EXERCISE DIRECTIONS —
Every record that follows should be written out again without any change.

EXTRACTED DATA —

----

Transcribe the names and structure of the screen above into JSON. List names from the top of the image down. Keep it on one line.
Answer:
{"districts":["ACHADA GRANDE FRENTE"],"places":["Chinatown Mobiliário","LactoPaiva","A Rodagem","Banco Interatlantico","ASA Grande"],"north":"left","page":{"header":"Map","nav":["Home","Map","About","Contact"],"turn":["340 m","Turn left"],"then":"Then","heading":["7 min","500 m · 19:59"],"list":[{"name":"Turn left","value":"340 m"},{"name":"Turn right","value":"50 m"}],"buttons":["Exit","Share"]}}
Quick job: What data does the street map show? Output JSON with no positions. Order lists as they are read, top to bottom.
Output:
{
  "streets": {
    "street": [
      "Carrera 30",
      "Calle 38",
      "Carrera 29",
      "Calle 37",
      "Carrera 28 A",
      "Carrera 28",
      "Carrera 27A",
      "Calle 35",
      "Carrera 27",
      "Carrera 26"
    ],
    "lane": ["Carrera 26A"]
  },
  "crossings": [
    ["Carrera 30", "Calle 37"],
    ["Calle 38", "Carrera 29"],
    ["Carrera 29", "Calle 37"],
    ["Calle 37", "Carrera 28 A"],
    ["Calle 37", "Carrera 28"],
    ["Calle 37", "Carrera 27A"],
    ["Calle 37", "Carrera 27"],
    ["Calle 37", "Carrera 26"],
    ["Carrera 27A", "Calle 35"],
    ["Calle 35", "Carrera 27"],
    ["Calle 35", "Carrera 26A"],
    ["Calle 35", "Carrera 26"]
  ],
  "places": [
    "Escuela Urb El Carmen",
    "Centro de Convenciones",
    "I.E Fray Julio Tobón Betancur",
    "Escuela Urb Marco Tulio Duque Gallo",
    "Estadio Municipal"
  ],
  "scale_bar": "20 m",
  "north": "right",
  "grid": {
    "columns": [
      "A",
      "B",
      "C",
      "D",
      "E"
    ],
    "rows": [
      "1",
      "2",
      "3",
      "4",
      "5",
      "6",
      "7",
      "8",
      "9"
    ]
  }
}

----

TASK OUTPUT —
Transcribe the names and structure of the screen above into JSON. List names from the top of the image down. Keep it on one line.
Answer:
{"districts":["ACHADA GRANDE FRENTE"],"places":["Chinatown Mobiliário","LactoPaiva","A Rodagem","Banco Interatlantico","ASA Grande"],"north":"left","page":{"header":"Map","nav":["Home","Map","About","Contact"],"turn":["340 m","Turn left"],"then":"Then","heading":["7 min","500 m · 19:59"],"list":[{"name":"Turn left","value":"340 m"},{"name":"Turn right","value":"50 m"}],"buttons":["Exit","Share"]}}
Quick job: What data does the street map show? Output JSON with no positions. Order lists as they are read, top to bottom.
Output:
{
  "streets": {
    "street": [
      "Carrera 30",
      "Calle 38",
      "Carrera 29",
      "Calle 37",
      "Carrera 28 A",
      "Carrera 28",
      "Carrera 27A",
      "Calle 35",
      "Carrera 27",
      "Carrera 26"
    ],
    "lane": ["Carrera 26A"]
  },
  "crossings": [
    ["Carrera 30", "Calle 37"],
    ["Calle 38", "Carrera 29"],
    ["Carrera 29", "Calle 37"],
    ["Calle 37", "Carrera 28 A"],
    ["Calle 37", "Carrera 28"],
    ["Calle 37", "Carrera 27A"],
    ["Calle 37", "Carrera 27"],
    ["Calle 37", "Carrera 26"],
    ["Carrera 27A", "Calle 35"],
    ["Calle 35", "Carrera 27"],
    ["Calle 35", "Carrera 26A"],
    ["Calle 35", "Carrera 26"]
  ],
  "places": [
    "Escuela Urb El Carmen",
    "Centro de Convenciones",
    "I.E Fray Julio Tobón Betancur",
    "Escuela Urb Marco Tulio Duque Gallo",
    "Estadio Municipal"
  ],
  "scale_bar": "20 m",
  "north": "right",
  "grid": {
    "columns": [
      "A",
      "B",
      "C",
      "D",
      "E"
    ],
    "rows": [
      "1",
      "2",
      "3",
      "4",
      "5",
      "6",
      "7",
      "8",
      "9"
    ]
  }
}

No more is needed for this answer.